Les surcoûts entre la France et les territoires qu’elle a colonisés sont dus au fait que les produits sont pour l’immense majorité importés. En Martinique, 90% des produits de consommation sont importés.
L’importation de la France métropolitaine vient avec des coûts de transport, des taxes d’octroi de mer ainsi que des coûts dus à la multiplication des intermédiaires (entre producteur et distributeur) et les marges conséquentes prélevées à chaque étape des chaînes d’approvisionnement.
Les manifestant·es demandent plus de transparence quant à ces marges ainsi qu’une réorganisation du système d’approvisionnement car celui-ci est encore calqué sur le fonctionnement du pacte colonial et donc organisé à l’avantage de la France métropolitaine. En effet, ce pacte prévoyait que les colonies devaient livrer leurs matières premières à la France mais obligeait aussi les colonisé·es d’outre-mer à consommer en priorité les biens issus de la métropole. Ce faisant, la France se garantissait un import de denrées à bas coûts ainsi qu’un marché d’export rentable, au détriment de l’autonomie alimentaire des colonies. En luttant contre la vie chère, les habitant·es de Martinique et des autres territoires d’outre-mer se révoltent contre une survivance du système colonial français et contre les inégalités économiques dues au fonctionnement de la grande distribution.
Les pouvoirs publics ont déployé un important dispositif de forces de l’ordre et des mesures restrictives qui semblent s’aligner la répression des récentes révoltes en Kanaky : couvre-feu, brigades CRS (Compagnies Républicaines de Sécurité), arrestations.
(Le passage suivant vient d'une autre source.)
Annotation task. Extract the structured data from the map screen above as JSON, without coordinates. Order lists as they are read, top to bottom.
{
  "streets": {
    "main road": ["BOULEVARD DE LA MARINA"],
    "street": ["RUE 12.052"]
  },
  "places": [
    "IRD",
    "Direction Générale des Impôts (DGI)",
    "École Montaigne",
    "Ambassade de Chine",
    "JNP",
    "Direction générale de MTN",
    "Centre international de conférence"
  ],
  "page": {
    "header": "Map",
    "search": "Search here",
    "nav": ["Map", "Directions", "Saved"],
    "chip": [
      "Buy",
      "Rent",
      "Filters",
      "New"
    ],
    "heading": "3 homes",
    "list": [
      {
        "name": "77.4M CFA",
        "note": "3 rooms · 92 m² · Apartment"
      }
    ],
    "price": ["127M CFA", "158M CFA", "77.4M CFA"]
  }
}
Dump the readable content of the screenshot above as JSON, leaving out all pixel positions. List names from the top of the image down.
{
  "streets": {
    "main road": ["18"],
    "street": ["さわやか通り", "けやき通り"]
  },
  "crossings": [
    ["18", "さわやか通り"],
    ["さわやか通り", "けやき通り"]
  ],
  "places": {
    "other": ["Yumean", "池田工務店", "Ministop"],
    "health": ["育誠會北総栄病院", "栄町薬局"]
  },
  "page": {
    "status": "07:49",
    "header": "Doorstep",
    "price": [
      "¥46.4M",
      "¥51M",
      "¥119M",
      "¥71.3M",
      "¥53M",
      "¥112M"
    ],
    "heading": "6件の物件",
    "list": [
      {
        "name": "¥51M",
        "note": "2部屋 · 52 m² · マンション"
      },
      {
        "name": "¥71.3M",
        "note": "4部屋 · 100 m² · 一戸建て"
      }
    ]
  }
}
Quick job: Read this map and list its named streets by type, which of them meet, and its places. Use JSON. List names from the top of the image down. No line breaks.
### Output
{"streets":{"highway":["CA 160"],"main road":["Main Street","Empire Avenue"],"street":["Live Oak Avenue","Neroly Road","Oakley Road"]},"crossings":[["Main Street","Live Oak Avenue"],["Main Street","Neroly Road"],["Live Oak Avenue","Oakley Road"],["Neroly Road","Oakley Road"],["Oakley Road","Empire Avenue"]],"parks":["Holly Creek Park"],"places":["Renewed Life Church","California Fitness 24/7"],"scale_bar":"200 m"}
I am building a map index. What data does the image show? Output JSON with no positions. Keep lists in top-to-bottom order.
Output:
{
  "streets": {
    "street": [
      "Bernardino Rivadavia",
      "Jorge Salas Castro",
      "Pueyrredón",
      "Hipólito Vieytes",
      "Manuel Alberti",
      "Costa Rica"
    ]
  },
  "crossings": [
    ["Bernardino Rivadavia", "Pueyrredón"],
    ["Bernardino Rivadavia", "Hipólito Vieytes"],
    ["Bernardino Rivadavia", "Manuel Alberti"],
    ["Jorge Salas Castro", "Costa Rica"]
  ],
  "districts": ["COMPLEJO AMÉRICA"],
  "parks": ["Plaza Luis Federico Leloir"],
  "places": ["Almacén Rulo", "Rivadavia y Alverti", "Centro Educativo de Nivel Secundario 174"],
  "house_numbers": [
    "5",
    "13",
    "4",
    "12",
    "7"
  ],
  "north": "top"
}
L’État français ne reconnaît pas sa responsabilité dans les conditions de vie et le pouvoir d’achat de habitant·es de Martinique. Si le mouvement de révolte martiniquais se veut pacifiste, face au manque de réaction des pouvoirs publics, il est devenu plus offensif : destruction de matériel, incendies, tirs sur un commissariat, etc. Cette violence décriée par la plupart des médias est une réaction à des décennies de domination occidentale, qui se fait particulièrement sentir dans le coût de la vie et le manque prise en compte politique.
Comme en Kanaky et ailleurs, en Martinique, la décolonisation reste inachevée et l’impérialisme français sévit encore. La violence des récentes révoltes est un fardeau pour les habitant·es mais elle s’impose au vu du manque de considération politique. Leur quotidien est ralenti par la grève ou le manque d’activité économique à cause des mobilisations, en particulier dans certains quartiers dont l’économie repose sur le tourisme. Cependant, pour avoir de meilleures perspectives sur du long terme, la création d’un nouveau rapport de force paraît être une nécessité. En Martinique, plus largement dans les Antilles mais aussi en Kanaky, les prix trop élevés et l’héritage colonial français empêchent les habitant·es de vivre dignement.